Hillary Has A Point

Written by David Frum on Saturday February 23, 2008

Hillary Clinton's presidential campaign is collapsing, a victim of this one unsolveable problem: Hillary's opponents hate her -- but her supporters do not much like her.

As the Democratic primaries have stretched, former Hillary supporting constituencies have one by one dropped away.

African-Americans -- supposedly so Clinton loyal? They were the first to defect to the charismatic challenger with the odd name and the exotic personal history. Then went younger white men. Then older white men. Then upper-income white women.

In the Feb. 19 Wisconsin primary, Obama beat Clinton in virtually every demographic category, including whites with only high-school diplomas and whites earning less than $50,000 a year: till now core Clinton groups.

Since last fall, Hillary Clinton has plunged from a 20 point lead over Obama to trailing behind him.

Only two elements of the Democratic party electorate still remain faithful: poor white women and Latinos. And even if she holds those groups, that will not be enough. Thanks to the arcane rules of the Texas primary, it is very possible that Hillary could win an outright majority of the state's vote -- and still lose the delegate count to Obama. What ails the Clinton candidacy?

Over the past eight years, Hillary Clinton has compiled a relatively moderate record in the U.S. Senate. She famously voted to authorize the Iraq war, but in other ways too she has moved away from her image as a hard-left ultra-feminist toward the national centre.

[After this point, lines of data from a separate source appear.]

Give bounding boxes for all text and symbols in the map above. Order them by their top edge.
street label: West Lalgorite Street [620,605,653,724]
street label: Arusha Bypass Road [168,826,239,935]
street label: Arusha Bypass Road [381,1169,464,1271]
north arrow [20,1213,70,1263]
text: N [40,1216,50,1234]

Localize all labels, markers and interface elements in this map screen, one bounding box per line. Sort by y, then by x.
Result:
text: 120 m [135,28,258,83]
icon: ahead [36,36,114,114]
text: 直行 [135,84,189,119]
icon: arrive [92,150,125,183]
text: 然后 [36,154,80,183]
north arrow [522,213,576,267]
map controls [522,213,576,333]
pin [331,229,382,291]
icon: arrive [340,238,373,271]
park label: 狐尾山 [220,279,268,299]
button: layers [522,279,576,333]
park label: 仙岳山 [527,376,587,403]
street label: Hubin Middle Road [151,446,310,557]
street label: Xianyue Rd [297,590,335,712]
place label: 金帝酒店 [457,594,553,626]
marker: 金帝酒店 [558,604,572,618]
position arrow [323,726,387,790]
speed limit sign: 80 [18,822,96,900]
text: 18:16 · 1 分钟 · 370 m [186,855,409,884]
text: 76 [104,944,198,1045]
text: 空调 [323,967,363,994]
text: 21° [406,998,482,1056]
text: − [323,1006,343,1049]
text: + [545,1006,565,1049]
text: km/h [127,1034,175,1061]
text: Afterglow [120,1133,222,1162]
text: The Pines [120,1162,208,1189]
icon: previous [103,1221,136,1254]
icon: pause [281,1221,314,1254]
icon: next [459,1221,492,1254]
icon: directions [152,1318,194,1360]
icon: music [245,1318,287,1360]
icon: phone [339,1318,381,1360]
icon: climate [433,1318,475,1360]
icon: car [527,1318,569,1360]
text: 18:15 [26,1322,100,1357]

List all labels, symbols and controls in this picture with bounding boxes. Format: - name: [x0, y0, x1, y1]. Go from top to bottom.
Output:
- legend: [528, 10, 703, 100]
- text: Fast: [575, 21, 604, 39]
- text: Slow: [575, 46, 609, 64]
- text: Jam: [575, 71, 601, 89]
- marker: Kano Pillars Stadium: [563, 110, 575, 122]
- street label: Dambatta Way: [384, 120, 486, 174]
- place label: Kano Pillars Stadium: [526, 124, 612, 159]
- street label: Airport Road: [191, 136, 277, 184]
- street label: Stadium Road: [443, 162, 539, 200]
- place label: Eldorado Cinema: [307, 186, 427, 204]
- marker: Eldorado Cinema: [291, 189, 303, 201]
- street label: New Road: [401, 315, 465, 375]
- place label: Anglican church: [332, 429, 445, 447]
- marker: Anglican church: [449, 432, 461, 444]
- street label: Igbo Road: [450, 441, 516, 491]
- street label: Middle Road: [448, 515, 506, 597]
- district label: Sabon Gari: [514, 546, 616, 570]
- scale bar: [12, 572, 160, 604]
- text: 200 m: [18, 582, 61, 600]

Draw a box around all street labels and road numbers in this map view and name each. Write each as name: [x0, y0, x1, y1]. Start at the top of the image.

Her party's liberal base has noticed -- and resented the shift. Her opponents have not. And so Clinton suffers the worst of both worlds: Conservatives oppose her because they think she is a liberal. Liberals oppose her because they suspect she is not. Add to that her husband's scandals and the larger Evita Peron problem posed by a First Lady running to succeed her husband and the result is ?free fall.

Meanwhile, Obama has managed to soothe many conservatives into imagining him as a unifying figure, despite his own clear record as the most consistently liberal member of the U.S.

Senate. It's a good trick, so long as it lasts -- but it gives every sign of lasting just long enough.

Yet there is a reality here beyond the image. Hillary Clinton has given every indication of being a more responsible potential commander-in-chief than Obama. She has refused to pledge unconditional and immediate withdrawal from Iraq, as Obama has done. He has offered to meet Iranian President Mahmoud Ahmadinejad, Venezuelan strongman Hugo Chavez and Raul Castro without preconditions. Hillary has declined to offer America's enemies such a PR coup. Her foreign policy advisors include level-headed people like Richard Holbrooke. His are led by the most dovish of the former Clinton hands, including Anthony Lake. Obama has even accepted advice from Robert Malley, the most prominent U.S. advocate of engagement with Hamas.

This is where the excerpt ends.